正直に言うと、一瞬「保育園への何かのお問い合わせかな? もしかしてクレームだろうか?」と身構えてしまいました。しかし、振り返ったその方の様子からは、純粋に困っている空気が伝わってきました。

寄り道という名の偶然

「どうされましたか?」と尋ねると、「近所の者ですが、『○○○』というお店はどこでしょう?」との質問。

私自身も場所には少し自信がなかったのですが、Googleマップで調べてみるとすぐ近く。放っておくこともできず、目的地まで歩きながらお話しすることにしました。

道中、その方からこんな話を聞きました。

「市内から嫁に来て、ここにはもう長年住んでいるのだけれど、どうもこの辺りは道が入り組んでいて、なかなか土地勘がつかなくて」

そうおっしゃるその方に、私も「実は僕も、その近くの出身なんですよ」と答えると、驚いたような顔をされて。

話を聞けば、その方は近くの馴染み深いお店のご家族の方でした。

仕事でもプライベートでも親しみのあるお店だったこともあり、そんな場所の方と、こんな道端で偶然出会うという不思議な縁を感じずにはいられませんでした。

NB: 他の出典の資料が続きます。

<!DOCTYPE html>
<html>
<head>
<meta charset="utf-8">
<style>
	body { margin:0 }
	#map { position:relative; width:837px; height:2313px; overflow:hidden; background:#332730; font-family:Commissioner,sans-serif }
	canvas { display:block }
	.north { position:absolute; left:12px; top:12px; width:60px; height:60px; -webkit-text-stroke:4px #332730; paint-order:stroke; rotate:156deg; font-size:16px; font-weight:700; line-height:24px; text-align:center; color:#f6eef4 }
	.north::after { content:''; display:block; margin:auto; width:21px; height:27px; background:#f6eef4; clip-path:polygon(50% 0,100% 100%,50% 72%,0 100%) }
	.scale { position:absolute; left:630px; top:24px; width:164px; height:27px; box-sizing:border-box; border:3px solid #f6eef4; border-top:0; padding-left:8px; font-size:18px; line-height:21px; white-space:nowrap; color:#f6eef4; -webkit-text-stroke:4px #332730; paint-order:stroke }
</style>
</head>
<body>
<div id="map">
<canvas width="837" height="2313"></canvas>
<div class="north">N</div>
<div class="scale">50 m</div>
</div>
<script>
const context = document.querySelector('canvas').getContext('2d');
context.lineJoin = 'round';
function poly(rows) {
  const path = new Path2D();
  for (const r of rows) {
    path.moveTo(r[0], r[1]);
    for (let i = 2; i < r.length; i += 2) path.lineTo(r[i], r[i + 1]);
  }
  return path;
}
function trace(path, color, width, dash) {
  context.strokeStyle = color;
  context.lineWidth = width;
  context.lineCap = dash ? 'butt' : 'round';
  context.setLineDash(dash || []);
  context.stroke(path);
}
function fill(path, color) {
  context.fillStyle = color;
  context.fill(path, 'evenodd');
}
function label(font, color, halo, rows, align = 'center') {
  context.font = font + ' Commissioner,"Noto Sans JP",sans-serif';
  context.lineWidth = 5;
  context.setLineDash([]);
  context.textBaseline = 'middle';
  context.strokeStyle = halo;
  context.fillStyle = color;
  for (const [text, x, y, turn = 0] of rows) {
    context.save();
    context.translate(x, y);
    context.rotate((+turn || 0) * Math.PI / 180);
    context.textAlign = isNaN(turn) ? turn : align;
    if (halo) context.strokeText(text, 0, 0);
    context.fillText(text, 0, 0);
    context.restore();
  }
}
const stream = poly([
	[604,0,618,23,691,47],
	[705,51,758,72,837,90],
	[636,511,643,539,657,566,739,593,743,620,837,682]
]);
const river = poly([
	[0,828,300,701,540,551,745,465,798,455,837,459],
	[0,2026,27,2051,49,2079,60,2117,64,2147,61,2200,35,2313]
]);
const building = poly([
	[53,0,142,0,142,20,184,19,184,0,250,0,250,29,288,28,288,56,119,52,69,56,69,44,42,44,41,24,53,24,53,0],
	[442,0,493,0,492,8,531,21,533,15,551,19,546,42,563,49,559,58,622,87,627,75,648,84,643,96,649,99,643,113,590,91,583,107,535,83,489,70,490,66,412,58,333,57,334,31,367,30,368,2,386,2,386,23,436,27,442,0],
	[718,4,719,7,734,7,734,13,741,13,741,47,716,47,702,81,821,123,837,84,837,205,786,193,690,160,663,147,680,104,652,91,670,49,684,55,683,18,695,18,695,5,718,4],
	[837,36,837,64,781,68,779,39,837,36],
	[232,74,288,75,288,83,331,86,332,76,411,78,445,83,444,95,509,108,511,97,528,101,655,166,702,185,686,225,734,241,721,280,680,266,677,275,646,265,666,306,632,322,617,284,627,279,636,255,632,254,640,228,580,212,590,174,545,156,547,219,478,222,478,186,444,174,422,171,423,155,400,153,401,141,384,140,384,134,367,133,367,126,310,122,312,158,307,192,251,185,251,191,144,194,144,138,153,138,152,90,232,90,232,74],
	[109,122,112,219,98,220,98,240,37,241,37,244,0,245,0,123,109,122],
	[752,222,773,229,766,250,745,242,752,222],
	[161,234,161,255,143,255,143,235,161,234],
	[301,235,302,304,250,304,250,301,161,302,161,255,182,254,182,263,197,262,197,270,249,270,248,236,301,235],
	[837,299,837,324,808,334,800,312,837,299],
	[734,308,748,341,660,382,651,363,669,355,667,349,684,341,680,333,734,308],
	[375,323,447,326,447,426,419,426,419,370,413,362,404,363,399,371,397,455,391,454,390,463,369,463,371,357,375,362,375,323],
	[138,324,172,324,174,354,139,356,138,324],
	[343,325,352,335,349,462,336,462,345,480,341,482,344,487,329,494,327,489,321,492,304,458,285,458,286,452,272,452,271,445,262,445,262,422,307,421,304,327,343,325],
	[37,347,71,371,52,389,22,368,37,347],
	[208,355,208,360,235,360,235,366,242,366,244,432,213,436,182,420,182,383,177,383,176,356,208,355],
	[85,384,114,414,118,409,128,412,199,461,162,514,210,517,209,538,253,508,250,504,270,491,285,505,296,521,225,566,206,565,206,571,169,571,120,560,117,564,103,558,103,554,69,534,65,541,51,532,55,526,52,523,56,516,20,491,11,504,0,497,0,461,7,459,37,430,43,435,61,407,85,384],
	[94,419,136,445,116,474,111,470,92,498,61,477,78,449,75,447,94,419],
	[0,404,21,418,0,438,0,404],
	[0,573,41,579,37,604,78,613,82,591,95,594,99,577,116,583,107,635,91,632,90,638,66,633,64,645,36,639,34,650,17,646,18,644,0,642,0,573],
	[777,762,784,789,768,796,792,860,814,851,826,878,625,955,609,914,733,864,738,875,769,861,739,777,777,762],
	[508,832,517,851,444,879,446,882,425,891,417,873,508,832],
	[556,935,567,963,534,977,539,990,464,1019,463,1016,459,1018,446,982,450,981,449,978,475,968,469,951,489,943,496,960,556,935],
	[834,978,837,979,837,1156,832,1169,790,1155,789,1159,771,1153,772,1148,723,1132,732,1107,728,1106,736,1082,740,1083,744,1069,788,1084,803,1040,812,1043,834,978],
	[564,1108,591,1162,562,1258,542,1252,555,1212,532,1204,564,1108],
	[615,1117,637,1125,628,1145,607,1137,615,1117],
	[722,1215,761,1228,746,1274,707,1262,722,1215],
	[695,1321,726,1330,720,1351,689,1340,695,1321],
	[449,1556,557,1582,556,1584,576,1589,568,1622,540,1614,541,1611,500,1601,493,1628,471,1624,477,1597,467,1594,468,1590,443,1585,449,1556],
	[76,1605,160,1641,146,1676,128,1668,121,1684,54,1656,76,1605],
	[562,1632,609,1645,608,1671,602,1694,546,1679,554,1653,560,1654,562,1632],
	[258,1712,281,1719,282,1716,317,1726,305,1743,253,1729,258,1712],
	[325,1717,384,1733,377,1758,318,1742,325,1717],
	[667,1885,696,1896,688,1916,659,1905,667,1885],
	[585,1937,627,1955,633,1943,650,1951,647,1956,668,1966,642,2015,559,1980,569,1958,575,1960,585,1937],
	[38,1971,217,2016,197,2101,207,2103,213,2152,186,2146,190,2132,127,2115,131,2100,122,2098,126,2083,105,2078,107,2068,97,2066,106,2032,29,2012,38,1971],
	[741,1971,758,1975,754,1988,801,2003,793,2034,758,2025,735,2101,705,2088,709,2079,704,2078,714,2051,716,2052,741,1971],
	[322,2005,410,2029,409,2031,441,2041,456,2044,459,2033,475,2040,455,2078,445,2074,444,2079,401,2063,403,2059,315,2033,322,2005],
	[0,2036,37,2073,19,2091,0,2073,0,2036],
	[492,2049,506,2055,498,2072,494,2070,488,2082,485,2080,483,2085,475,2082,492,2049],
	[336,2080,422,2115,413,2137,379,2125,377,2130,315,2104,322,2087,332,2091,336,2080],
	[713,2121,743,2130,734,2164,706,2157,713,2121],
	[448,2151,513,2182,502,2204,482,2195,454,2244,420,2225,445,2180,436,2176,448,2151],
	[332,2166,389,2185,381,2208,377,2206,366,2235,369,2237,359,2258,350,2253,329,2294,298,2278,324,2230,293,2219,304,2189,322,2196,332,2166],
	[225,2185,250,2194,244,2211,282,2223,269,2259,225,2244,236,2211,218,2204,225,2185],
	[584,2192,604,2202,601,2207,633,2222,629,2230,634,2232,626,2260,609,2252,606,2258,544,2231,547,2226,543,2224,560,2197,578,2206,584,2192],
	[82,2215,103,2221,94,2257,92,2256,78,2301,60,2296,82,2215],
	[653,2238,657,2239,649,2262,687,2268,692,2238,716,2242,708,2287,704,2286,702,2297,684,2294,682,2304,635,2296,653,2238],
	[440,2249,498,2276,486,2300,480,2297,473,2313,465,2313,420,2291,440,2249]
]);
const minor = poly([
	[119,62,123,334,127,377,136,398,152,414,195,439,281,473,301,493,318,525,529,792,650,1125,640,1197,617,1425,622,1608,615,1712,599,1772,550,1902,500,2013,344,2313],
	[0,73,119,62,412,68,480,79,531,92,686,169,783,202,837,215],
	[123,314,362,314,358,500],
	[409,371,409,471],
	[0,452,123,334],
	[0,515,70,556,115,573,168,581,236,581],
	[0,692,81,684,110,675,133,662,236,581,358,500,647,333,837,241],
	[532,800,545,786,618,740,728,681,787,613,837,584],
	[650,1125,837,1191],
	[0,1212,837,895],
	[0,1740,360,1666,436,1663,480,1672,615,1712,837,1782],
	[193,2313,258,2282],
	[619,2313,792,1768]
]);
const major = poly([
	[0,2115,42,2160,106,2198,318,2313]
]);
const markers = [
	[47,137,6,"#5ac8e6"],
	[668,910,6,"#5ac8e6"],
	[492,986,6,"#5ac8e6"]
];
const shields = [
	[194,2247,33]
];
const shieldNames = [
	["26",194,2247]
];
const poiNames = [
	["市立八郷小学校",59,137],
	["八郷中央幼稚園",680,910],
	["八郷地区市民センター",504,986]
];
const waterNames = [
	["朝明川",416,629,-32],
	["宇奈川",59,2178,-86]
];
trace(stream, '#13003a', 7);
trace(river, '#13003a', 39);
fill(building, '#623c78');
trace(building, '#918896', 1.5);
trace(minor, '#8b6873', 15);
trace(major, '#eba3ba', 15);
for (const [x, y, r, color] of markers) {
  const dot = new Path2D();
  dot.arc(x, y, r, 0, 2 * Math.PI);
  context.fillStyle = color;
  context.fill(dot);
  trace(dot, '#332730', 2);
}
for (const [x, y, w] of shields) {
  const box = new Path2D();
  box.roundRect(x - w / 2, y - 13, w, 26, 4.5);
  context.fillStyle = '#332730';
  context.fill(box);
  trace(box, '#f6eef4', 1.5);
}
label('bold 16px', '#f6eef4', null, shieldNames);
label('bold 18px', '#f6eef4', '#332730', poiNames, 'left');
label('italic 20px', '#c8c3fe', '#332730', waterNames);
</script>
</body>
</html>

お互いの地元話で少し盛り上がり、お店の前でお別れするときに「お名前は?」と聞かれたので、簡単に名乗って見送りました。

一週間を走り抜けた金曜日の帰り道。

急な対応に、自分でも少し疲れていたはずでした。

けれど、こうして誰かの小さな困りごとを解決し、思いがけない「ご縁」に触れることで、不思議と心が満たされていることに気づきました。

効率や論理を大切にする日々を送っていますが、時にはそんな計算を超えた「予測不能な寄り道」こそが、人生を豊かにしてくれるのかもしれません。

おかげさまで、最高にいい気分で一週間を締めくくることができました。

明日からの週末も、また心穏やかに過ごせそうです。